Wisdom belongs to those who seek advice - Proverbs 13:10b
First of all, I want to thank the entire congregation for the celebration last month of my first 18 years at Temple Sholom. I was touched to see so many who were able to be there for the dinner and service, or sent kind regrets; those who have contributed memories or thoughts to the scrapbook, and those congregational alumni who sent words to be read at the service. It was wonderful to be able to look back with all of you and now to continue to dream forward.
Speaking at the service, I was drawn to the depiction of the bush burning unconsumed on our Ark. Rabbi Lawrence Kushner explains that the miracle is not the bush itself, but that Moses took the time to notice that it burned without becoming burnt out. What is the secret of continuing to give light, to constantly renew oneself, without running out of fuel? That is my challenge at what may be the midpoint of my rabbinic career. How do I continue to inspire the congregation? By being inspired in turn.
At the service, I shared that I would like to spend time with you, as individual congregants, to discover what brought you into the congregation, what inspires you, and thereby, where we can all go together. As some congregants know, I am always happy to go to lunch. For those of you who are able to take time for lunch in our area, let’s find a time to sit down and talk. If lunch is not possible in your schedule, perhaps we can find time for coffee in a morning or evening, or on a weekend. I will be reaching out to some congregants - but there are a lot of you. If I have not gotten to you yet, please reach out to me.

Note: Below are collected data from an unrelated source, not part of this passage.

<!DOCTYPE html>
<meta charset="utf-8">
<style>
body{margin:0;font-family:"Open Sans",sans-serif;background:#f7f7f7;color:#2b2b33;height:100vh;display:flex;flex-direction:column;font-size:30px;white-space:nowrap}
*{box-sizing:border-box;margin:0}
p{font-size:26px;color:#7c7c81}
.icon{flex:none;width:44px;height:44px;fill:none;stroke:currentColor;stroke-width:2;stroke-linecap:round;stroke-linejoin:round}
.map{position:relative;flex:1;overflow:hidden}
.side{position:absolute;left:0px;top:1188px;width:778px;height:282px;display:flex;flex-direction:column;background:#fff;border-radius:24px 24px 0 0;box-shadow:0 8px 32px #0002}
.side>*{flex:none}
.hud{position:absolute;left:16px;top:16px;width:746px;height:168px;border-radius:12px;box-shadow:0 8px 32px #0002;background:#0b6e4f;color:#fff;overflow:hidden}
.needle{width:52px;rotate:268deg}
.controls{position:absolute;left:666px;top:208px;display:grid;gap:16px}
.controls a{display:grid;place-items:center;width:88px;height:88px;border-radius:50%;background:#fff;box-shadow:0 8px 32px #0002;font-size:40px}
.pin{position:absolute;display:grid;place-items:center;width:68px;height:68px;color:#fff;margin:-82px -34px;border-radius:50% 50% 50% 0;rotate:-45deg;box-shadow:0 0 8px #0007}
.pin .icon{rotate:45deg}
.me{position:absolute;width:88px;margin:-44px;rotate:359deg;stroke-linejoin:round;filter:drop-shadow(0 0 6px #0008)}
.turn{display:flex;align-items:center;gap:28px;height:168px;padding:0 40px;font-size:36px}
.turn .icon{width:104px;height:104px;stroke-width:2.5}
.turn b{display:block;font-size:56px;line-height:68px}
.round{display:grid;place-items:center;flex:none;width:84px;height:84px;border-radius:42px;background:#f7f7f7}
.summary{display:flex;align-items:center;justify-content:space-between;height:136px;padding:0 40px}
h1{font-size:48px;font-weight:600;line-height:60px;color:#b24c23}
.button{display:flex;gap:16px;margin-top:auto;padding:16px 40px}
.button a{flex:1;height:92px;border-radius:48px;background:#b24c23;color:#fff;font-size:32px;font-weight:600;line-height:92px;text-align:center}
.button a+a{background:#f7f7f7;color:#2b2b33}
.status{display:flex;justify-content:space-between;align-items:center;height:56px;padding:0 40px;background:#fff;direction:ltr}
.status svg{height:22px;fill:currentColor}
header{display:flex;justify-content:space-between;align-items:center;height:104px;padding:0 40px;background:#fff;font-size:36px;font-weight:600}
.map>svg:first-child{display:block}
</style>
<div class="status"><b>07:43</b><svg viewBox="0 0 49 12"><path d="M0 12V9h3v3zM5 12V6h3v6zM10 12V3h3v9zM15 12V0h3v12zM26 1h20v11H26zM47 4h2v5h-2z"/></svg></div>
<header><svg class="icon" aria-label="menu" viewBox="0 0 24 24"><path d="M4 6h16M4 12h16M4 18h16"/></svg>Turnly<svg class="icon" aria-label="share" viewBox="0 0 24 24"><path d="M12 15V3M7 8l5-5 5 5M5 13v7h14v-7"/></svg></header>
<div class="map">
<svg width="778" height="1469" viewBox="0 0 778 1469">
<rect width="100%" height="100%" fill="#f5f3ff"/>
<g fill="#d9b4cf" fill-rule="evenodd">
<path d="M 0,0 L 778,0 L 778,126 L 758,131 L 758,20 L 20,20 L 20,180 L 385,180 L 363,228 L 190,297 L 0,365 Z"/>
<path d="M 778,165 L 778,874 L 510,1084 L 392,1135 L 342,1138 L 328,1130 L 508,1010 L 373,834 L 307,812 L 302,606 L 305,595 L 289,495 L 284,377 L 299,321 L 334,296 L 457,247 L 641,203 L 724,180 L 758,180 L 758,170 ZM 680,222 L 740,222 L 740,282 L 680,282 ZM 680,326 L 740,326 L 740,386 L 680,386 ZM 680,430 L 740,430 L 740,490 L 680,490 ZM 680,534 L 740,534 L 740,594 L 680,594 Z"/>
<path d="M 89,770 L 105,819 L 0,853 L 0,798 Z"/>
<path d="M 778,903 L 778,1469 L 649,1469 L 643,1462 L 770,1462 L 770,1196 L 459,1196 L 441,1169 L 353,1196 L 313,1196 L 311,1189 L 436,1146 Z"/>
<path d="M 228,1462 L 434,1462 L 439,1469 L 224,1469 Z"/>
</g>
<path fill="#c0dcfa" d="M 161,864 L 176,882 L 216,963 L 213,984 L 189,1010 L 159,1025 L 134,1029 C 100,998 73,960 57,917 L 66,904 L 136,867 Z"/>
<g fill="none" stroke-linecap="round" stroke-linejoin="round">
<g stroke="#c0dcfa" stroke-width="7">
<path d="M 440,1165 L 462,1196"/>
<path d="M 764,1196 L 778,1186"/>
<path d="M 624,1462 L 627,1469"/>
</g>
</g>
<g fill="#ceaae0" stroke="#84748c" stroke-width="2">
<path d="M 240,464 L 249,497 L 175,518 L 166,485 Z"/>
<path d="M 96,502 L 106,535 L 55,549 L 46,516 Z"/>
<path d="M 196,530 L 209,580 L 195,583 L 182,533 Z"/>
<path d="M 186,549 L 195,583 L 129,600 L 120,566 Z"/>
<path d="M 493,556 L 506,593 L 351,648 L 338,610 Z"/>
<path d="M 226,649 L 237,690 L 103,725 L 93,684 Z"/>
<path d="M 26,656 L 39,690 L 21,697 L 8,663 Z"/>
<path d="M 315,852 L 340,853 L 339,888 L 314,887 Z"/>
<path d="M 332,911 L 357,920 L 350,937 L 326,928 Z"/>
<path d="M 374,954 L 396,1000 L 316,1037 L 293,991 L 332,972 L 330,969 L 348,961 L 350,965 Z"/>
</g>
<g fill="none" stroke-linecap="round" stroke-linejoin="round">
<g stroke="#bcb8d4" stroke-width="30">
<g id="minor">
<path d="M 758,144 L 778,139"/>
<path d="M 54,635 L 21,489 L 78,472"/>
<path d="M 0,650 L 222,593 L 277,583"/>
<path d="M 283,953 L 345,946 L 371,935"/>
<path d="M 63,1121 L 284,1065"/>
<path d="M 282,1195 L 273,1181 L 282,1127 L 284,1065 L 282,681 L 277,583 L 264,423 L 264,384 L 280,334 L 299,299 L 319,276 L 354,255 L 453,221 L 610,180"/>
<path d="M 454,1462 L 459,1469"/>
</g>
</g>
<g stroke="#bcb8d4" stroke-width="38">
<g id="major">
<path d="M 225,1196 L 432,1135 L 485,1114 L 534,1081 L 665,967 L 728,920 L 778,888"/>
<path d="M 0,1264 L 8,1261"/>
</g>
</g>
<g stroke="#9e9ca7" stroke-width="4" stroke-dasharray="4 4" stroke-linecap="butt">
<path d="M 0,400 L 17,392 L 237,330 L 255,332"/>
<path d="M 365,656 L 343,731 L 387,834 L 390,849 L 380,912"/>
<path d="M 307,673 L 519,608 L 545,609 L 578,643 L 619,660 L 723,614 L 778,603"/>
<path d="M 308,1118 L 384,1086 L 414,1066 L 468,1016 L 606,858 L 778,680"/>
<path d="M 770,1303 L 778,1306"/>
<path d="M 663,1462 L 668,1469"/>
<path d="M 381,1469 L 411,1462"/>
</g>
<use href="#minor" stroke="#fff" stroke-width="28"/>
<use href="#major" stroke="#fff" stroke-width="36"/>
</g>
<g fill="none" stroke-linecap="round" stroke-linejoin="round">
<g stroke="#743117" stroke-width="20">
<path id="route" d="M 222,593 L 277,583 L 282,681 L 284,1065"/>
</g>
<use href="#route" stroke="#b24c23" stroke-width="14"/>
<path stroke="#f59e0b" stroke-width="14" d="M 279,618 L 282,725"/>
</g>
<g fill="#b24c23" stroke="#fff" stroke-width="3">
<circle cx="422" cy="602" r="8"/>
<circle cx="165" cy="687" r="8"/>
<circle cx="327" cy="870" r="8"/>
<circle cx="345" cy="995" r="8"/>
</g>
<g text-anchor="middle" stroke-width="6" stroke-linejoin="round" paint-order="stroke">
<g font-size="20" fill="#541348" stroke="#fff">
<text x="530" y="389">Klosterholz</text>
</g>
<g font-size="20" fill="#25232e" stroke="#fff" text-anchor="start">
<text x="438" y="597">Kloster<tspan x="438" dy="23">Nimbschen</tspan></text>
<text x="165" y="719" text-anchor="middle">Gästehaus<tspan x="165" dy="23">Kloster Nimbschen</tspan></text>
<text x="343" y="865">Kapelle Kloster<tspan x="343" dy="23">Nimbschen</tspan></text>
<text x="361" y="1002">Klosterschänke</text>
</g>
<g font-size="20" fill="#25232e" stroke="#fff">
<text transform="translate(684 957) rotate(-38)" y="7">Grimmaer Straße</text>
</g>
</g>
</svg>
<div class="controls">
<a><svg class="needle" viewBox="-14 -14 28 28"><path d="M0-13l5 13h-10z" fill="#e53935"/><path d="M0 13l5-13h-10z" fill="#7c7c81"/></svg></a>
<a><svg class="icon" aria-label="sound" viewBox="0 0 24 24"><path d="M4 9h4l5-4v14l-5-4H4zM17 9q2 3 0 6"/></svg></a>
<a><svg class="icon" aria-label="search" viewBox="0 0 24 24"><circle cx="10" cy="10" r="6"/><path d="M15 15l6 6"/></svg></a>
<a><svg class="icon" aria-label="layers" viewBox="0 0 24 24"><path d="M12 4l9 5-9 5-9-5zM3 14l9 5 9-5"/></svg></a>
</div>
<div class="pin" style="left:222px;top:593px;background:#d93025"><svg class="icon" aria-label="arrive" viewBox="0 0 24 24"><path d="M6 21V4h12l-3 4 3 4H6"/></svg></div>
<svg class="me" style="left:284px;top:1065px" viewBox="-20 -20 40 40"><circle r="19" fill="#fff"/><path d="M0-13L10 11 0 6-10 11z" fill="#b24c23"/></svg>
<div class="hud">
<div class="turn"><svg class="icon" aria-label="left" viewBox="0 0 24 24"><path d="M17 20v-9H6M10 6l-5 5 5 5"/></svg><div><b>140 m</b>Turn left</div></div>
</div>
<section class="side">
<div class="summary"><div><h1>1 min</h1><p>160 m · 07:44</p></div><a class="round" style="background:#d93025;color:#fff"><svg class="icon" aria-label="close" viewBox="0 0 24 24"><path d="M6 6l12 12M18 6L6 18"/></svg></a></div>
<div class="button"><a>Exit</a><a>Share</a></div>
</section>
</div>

Ben Zoma asks, “Who is wise? The one who learns from everyone.” (Pirke Avot 4:1) That is a rather large task, but there is a Torah that is each of us, and we teach by sharing who we are. As quoted above, Proverbs says, “Wisdom belongs to those who seek advice.” Advice is often freely given, and even without asking, but the learning behind that advice is only found through deeper listening.
In looking back over my past 18 years, we have talked about being a reflective congregation - on that learns from its experiences, and changes in order to grow. The way that we reflect is by knowing who we are. We are a congregation that cares about each other - not only to we show caring by paying attention to others in our community, but we build that community by deepening our ties. So, as I set out to learn from each of you - I challenge you to learn from each other as well. Be bold - approach a fellow congregant whom you know only in passing and invite them and their family over for Shabbat dinner. If you are a little less bold, then start up a conversation at an oneg or social event. You may have something in common. They may have a different opinion that expands your view of the world. Seek out their wisdom and honor it. Thank them for sharing.
When the sage Hillel was stumped for the answer to a question of Jewish law, he decided to crowdsource. He said, “But leave it to the Jewish people; if they are not prophets to whom God has revealed His secrets, they are the sons of prophets, and will certainly do the right thing on their own.” (Pesachim 66a). We are the great-grandsons of those prophets, and between us, we know the right thing as well, we just need to listen to each other to figure it out.